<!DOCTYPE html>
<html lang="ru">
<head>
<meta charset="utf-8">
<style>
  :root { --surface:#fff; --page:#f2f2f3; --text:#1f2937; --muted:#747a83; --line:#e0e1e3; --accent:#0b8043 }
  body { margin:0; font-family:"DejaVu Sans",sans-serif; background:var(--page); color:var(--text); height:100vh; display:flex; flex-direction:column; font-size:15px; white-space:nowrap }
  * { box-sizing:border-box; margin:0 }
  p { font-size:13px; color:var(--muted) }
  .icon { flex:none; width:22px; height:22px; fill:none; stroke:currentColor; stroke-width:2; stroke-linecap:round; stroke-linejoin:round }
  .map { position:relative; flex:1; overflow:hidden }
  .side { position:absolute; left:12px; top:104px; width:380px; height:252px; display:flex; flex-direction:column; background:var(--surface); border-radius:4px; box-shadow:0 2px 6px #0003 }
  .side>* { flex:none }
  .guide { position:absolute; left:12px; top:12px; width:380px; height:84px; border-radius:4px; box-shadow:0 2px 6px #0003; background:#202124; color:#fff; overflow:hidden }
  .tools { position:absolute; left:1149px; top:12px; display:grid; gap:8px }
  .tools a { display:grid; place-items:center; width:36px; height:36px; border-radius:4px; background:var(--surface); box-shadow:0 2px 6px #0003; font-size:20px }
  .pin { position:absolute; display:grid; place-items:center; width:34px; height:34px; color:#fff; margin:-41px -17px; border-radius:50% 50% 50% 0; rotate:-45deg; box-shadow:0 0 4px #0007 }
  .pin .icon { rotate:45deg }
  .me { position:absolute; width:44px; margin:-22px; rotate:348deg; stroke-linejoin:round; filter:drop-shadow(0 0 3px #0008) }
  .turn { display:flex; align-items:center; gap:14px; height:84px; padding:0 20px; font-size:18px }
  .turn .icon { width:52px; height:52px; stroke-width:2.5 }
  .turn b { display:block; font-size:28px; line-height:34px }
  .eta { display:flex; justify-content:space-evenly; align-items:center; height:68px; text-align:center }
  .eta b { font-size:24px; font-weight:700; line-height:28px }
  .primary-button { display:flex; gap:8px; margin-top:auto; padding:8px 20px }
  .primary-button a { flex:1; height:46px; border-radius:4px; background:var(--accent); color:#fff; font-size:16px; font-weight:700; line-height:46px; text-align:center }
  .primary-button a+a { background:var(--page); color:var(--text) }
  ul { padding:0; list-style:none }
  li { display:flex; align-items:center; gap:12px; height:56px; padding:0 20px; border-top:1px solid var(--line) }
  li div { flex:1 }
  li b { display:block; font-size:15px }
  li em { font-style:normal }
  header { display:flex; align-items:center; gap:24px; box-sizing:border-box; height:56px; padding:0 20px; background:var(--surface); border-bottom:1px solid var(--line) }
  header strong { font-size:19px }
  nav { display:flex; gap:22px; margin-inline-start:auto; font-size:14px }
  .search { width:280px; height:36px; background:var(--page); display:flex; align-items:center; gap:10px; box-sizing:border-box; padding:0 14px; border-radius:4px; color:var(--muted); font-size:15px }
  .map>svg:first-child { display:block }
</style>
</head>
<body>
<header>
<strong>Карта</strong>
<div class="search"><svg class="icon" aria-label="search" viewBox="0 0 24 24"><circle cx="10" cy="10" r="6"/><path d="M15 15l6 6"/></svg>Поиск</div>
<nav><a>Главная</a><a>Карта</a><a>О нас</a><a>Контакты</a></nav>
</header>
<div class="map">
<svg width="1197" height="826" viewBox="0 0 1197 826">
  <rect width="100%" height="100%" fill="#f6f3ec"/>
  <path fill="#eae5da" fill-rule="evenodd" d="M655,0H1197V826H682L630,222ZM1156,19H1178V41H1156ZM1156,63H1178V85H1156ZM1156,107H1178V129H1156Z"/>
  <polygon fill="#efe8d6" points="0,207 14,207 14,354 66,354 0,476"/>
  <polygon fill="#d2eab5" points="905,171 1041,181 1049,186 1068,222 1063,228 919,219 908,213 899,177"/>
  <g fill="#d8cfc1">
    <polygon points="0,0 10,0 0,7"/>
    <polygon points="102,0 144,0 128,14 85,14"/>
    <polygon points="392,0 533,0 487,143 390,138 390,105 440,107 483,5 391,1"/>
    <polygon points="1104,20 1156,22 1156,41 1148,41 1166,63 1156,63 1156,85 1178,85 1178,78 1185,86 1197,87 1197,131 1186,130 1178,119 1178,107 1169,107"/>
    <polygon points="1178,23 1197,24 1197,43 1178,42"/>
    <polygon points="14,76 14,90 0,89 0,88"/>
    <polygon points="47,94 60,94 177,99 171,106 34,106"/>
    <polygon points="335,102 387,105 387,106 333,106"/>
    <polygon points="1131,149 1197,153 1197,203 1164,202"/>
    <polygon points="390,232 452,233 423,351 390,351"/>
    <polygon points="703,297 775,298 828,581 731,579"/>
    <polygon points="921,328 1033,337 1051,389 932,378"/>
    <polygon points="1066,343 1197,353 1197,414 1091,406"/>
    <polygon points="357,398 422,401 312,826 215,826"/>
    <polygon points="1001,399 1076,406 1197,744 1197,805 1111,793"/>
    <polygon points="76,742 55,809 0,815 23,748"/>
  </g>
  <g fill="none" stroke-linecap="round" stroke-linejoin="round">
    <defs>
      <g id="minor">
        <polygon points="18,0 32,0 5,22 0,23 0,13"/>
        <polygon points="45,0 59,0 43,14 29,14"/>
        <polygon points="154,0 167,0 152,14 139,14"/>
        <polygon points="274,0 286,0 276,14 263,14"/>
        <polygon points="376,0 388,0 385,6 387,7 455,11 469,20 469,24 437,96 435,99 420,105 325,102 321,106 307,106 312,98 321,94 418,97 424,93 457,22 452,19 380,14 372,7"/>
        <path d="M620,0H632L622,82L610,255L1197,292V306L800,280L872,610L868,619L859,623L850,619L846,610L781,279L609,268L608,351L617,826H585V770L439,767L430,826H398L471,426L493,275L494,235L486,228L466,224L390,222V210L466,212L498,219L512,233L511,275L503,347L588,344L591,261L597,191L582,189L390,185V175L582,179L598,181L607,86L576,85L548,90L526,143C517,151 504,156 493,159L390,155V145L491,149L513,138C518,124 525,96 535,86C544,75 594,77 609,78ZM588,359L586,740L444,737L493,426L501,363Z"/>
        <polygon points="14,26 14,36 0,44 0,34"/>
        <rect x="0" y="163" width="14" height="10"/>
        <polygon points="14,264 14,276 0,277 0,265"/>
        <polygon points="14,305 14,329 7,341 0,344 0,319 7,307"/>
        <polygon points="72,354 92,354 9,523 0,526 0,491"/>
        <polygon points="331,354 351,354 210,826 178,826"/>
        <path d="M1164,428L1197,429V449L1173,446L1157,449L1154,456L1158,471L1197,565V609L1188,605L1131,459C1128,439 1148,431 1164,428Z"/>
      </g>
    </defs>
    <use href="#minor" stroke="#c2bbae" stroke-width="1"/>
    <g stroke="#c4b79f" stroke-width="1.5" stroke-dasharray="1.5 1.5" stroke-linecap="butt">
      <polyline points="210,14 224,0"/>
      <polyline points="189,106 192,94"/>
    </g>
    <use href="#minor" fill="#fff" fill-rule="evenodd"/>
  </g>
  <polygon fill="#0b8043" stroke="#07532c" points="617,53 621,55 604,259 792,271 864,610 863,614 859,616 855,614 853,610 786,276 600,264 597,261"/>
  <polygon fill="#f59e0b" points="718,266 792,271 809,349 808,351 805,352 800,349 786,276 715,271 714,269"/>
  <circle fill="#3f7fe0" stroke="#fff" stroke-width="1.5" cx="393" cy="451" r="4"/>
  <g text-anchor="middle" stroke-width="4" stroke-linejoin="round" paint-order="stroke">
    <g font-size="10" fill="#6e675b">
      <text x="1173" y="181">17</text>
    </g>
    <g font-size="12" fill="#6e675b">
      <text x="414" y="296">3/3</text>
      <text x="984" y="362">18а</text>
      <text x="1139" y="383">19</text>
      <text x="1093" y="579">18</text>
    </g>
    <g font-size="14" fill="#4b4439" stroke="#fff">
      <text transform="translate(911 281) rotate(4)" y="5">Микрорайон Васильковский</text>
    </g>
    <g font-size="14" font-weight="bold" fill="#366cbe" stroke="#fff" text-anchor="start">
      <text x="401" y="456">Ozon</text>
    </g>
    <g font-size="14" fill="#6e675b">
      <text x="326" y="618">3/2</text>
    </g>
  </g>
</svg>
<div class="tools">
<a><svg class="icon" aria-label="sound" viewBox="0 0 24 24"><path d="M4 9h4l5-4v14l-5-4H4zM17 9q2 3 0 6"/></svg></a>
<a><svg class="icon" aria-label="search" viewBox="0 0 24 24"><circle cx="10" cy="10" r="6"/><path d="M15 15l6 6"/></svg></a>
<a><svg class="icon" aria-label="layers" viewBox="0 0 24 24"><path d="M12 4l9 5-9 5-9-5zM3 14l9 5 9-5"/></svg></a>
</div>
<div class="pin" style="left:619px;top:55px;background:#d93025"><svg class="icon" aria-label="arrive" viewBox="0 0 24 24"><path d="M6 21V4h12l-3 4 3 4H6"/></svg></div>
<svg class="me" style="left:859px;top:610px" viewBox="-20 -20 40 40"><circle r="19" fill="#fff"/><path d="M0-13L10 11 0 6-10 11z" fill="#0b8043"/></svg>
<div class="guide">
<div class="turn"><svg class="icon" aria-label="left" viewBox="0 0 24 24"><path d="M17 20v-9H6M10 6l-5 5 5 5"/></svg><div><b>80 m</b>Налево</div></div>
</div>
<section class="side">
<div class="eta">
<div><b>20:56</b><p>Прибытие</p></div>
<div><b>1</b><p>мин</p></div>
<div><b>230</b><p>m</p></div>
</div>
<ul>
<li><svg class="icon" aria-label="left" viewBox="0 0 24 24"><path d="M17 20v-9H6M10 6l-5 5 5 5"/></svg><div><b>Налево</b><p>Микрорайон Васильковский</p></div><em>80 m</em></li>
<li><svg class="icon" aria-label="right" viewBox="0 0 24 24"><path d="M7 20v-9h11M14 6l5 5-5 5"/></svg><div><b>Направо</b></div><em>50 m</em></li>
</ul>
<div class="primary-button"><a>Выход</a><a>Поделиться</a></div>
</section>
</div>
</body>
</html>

◇ ◇ ◇ ◇ ◇

* HOW TO COMPLETE THIS TASK *
Gather each line in these records that contains the string "hidden".

* OUTPUT FOR THIS EXERCISE *
  .map { position:relative; flex:1; overflow:hidden }
  .guide { position:absolute; left:12px; top:12px; width:380px; height:84px; border-radius:4px; box-shadow:0 2px 6px #0003; background:#202124; color:#fff; overflow:hidden }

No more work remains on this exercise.